Réalisant l’échec programmé de l’extension de Dease Lake, la compagnie publique British Columbia (BC) Hydro propose la construction de cinq barrages le long du fleuve Stikine et de son affluent l’Iskut. C’est l’objet du chapitre III, qui analyse l’affrontement discursif et les tentatives d’objectivation de la nature découlant de ces efforts à partir de la fin des années 1970. L’auteur retrace le véritable travail de (re)définition de l’environnement et des perceptions des résidents que la compagnie a mené. Un cadrage du débat par BC Hydro et le développement de nouvelles métriques de la valeur de l’environnement ont fait face aux réactions et savoirs locaux des représentants de la Première Nation Tahltan et des mouvements écologistes. Bien que les barrages n’aient jamais abouti, leur planification a eu de véritables conséquences à la fois sur la production des connaissances sur la région et sur les modalités légitimes d’acquisition du savoir (puisque les détracteurs du projet ont finalement dû adopter celles de BC Hydro).

Le chapitre IV aborde un autre projet énergétique planifié dans les années 1980 par une compagnie pétrolière afin de liquéfier du gaz naturel à destination du Japon. L’auteur y retrace notamment le travail politique de cadrage du Dome’s Western Liquified Natural Gas (LNG) Project comme une énergie de transition permettant prospérité économique à la région. L’histoire sociale, technique et matérielle du gaz naturel liquéfié résonne encore aujourd’hui à travers de nouvelles géographies d’échange et de valeurs dans la région. L’intérêt de ce chapitre se trouve également dans l’analyse d’un ensemble de négociations et compromis autour des études d’impact environnemental.

Le dernier chapitre analyse la Northwest Transmission Line (NTL), beaucoup plus contemporaine. Cette ligne à haute tension a été proposée en 2004 afin de surmonter ce qui est considéré comme un obstacle majeur au développement de la région et, surtout, à de nombreux projets miniers. BC Hydro s’est appuyée ici encore sur une stratégie discursive visant à présenter la NTL comme un bien public, fer de lance d’une économie verte pour le bassin. L’auteur revient sur les liens entre l’industrie minière et les partis politiques, et esquisse les risques de dislocation sociale et culturelle en raison de la pénétration d’une économie mondialisée.
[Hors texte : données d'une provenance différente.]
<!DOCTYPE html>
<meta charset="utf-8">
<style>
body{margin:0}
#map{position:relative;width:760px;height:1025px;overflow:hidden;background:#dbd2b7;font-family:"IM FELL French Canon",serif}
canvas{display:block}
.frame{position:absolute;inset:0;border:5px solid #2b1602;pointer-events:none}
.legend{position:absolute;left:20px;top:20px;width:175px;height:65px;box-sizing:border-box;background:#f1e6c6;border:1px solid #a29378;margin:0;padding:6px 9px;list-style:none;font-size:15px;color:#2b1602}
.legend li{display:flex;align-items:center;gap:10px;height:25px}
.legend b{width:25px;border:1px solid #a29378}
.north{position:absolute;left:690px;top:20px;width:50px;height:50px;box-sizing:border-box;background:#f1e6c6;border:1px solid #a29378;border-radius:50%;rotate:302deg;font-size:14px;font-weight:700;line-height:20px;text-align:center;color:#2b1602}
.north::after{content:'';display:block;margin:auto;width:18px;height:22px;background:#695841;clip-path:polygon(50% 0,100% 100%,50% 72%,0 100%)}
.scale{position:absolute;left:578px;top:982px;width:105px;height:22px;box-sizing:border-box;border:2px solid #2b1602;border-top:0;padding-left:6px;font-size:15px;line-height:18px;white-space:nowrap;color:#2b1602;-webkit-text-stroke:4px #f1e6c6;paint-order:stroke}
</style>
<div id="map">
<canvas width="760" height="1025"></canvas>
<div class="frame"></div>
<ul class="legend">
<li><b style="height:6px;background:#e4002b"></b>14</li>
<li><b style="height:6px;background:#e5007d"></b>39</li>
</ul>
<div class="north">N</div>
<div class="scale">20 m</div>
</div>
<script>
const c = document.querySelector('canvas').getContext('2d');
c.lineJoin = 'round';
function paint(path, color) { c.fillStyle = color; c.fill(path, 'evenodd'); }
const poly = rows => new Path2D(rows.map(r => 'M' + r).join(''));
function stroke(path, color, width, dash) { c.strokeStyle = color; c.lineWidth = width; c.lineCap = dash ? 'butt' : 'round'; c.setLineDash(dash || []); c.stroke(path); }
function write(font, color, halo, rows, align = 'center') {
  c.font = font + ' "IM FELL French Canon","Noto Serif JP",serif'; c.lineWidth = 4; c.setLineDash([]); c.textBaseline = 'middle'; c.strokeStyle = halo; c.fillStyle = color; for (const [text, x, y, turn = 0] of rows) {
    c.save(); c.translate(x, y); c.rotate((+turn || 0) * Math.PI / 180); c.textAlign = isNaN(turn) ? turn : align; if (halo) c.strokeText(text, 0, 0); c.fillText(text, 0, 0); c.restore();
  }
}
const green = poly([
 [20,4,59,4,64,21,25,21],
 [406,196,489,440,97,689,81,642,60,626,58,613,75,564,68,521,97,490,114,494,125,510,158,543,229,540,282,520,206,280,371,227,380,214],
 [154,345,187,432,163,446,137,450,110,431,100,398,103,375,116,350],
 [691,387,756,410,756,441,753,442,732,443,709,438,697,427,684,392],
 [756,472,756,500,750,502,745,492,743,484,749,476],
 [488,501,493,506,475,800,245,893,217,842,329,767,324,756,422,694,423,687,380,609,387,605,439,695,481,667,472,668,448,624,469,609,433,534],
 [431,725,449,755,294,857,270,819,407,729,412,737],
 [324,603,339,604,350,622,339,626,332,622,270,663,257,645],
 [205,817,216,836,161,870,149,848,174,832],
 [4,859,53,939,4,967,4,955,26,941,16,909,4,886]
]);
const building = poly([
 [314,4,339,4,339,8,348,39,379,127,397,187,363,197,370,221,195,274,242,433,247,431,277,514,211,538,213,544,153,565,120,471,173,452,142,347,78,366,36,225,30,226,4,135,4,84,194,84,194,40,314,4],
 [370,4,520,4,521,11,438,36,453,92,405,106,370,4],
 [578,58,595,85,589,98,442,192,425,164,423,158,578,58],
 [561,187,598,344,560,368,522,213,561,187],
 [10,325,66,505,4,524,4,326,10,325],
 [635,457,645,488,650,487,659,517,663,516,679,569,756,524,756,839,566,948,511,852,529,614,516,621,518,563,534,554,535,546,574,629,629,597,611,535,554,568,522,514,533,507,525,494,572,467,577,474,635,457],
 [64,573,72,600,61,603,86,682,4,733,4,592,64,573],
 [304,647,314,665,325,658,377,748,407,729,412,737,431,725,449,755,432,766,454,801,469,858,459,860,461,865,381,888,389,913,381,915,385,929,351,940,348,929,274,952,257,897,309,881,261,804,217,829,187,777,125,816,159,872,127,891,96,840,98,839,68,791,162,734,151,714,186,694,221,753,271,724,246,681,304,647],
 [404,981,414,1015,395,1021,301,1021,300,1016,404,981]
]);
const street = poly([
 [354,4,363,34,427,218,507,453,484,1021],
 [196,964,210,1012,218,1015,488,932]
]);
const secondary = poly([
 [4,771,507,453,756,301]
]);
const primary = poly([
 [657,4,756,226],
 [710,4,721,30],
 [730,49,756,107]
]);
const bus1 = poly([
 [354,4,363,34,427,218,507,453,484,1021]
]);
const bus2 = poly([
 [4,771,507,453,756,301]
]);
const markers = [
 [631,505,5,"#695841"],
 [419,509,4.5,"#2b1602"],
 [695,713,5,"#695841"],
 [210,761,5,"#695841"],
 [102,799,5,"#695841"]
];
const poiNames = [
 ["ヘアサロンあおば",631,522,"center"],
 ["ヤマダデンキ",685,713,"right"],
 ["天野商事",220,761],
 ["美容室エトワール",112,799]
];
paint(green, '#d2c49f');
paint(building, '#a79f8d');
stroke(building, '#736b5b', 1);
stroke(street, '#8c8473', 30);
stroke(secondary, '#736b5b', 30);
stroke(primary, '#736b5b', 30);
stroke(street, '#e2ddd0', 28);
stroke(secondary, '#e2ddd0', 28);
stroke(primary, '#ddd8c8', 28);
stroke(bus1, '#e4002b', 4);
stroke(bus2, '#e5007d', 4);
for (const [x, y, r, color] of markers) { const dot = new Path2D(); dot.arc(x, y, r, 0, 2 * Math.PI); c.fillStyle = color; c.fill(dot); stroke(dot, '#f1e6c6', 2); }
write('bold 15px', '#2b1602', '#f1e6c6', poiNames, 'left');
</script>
Enfin, la conclusion offre un panorama actuel qui pose la question du devenir de ces espaces. On comprend bien que les configurations sociales et environnementales contemporaines sont un reflet des antécédents historiques (p. 166). L’ouvrage de Jonathan Peyton offre ainsi un aperçu, empiriquement riche, des héritages sociaux et environnementaux des projets de développement. À partir de ces études de cas a priori disparates, plusieurs liens se tissent, éclairant la façon dont se construisent les débats et les projets contemporains dans la région, au coeur d’un boum minier. On regrettera toutefois une montée en généralité timide, d’autant que la littérature pertinemment évoquée en introduction alimente assez peu les réflexions de l’auteur par la suite. L’analyse historique itérative de ces projets inachevés, déconstruits ou abandonnés a pourtant une portée certaine pour comprendre l’écologie politique des ressources extractives dans le nord-ouest de la Colombie-Britannique et au-delà.